[DATASET ENTRIES — start]

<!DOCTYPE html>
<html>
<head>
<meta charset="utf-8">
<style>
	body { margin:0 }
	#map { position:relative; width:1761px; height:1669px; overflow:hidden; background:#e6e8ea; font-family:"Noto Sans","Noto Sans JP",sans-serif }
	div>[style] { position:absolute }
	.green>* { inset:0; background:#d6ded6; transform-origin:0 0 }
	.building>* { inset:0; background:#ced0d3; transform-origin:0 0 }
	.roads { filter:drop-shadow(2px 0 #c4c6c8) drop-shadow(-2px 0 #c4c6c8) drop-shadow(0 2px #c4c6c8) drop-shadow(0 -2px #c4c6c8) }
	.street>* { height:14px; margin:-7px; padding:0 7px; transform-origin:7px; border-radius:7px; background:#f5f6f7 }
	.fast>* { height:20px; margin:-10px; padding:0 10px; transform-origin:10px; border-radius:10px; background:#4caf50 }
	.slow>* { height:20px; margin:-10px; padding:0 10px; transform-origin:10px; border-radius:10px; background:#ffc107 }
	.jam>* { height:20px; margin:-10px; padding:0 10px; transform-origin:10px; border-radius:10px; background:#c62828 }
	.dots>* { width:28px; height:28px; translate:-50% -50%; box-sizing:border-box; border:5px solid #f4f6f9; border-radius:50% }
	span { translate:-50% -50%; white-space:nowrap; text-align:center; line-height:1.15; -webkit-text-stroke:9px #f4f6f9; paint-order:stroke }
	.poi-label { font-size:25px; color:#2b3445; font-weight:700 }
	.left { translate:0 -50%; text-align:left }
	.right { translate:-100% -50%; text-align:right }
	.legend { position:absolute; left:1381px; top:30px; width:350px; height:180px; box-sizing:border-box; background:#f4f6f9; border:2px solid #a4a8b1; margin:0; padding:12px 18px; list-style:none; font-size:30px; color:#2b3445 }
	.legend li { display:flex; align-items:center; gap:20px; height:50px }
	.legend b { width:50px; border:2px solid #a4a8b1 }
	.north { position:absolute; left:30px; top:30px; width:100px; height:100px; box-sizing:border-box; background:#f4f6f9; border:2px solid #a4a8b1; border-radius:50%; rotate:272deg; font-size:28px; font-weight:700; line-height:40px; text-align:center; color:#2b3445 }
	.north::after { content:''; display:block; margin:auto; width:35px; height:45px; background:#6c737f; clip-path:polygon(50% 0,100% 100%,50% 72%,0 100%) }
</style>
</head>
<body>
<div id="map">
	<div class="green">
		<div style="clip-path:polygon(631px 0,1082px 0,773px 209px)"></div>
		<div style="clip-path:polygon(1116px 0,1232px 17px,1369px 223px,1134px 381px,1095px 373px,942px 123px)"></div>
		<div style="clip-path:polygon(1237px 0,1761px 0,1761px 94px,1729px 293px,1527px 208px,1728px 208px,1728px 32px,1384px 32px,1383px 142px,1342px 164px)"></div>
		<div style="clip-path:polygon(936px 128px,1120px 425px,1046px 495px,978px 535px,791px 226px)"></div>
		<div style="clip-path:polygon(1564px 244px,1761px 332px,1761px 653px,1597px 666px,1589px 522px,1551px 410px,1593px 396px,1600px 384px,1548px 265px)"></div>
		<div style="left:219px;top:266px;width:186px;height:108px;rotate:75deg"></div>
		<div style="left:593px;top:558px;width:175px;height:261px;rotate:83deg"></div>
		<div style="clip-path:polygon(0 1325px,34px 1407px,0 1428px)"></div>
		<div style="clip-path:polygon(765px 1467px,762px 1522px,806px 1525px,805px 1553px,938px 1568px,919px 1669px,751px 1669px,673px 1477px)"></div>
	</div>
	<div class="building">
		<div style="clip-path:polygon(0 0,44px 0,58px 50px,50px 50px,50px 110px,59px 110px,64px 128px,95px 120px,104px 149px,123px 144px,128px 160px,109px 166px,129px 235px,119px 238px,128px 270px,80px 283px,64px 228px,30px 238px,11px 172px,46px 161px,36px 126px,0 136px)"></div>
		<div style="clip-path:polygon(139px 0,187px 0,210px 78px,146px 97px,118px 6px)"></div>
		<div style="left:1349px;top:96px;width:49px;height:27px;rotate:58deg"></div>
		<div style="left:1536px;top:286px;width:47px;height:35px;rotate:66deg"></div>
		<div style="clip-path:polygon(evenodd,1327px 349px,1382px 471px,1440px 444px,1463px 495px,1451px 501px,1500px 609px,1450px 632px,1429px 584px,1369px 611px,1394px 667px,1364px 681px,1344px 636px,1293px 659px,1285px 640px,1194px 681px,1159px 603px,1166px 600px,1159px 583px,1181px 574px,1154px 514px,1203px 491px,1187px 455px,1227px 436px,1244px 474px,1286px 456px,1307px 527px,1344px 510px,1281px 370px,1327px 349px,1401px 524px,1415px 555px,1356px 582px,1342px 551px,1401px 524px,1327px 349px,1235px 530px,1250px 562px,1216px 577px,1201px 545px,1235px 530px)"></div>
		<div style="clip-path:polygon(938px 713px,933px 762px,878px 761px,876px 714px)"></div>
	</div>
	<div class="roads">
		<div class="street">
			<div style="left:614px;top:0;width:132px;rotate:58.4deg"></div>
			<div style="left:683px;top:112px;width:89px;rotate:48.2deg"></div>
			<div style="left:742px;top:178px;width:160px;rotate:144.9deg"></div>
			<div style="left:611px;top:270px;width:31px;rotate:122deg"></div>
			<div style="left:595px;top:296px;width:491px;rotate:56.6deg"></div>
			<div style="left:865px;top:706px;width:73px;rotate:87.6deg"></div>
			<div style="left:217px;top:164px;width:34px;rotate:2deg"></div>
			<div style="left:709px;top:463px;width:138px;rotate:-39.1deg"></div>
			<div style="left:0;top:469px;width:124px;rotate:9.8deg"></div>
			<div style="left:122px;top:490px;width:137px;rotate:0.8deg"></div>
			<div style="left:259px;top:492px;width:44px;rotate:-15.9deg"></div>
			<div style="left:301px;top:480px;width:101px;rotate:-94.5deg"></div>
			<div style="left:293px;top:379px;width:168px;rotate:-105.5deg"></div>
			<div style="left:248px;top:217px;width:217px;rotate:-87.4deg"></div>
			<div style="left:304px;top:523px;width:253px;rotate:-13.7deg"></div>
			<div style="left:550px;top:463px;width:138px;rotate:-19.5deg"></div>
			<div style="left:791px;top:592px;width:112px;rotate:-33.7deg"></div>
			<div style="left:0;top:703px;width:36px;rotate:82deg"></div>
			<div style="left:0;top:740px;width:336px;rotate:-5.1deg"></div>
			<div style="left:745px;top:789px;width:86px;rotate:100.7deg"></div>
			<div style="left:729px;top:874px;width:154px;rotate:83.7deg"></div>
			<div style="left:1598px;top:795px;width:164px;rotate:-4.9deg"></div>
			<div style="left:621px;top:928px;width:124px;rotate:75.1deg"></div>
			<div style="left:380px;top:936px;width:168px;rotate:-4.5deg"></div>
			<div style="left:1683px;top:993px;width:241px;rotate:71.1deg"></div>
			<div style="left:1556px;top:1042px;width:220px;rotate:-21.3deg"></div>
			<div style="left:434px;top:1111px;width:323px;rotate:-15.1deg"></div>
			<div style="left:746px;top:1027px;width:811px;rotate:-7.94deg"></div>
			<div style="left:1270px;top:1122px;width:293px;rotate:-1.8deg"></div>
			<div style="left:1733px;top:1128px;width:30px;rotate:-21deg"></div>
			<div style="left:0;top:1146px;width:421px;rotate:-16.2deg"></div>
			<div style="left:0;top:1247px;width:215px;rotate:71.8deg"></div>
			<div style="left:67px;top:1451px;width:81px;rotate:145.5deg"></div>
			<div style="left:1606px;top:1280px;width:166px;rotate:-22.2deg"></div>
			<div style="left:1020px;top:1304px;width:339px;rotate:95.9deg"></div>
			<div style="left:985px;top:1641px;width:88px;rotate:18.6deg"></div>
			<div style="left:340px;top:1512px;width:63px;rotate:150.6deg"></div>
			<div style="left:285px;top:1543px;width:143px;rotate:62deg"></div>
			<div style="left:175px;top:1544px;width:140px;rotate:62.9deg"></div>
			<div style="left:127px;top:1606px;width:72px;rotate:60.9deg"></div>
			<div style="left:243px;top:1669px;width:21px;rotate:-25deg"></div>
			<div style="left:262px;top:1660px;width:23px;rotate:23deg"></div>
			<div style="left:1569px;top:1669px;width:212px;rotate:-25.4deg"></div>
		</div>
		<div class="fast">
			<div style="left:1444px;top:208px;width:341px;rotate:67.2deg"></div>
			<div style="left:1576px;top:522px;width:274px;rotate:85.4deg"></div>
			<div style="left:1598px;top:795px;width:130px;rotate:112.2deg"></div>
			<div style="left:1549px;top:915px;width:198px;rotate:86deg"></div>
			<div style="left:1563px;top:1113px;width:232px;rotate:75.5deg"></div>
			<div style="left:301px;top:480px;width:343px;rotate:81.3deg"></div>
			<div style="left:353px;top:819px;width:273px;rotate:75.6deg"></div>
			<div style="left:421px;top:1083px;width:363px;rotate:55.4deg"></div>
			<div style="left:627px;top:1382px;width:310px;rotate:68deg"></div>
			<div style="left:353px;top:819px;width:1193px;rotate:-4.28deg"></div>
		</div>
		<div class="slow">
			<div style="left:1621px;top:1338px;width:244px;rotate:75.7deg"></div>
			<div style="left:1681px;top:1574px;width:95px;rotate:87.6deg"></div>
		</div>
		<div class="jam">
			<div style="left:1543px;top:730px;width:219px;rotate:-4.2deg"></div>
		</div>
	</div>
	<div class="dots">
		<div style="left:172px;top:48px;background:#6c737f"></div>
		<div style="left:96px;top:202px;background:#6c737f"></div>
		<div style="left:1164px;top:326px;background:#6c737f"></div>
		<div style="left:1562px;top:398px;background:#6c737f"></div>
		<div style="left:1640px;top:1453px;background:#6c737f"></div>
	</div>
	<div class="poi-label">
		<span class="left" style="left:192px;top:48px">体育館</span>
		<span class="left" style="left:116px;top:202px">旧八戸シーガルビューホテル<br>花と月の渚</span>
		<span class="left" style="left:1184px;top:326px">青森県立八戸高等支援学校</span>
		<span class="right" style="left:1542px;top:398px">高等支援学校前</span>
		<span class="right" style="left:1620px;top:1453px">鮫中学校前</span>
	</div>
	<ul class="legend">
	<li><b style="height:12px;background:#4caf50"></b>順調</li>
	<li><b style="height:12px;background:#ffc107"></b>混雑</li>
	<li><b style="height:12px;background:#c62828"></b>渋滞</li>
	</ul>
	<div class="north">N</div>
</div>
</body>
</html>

[DATASET ENTRIES — finish]

* WHAT IS BEING ASKED
Within the listing above, tally the lines holding the word "label". Give the tally only.

* EXPECTED OUTPUT
2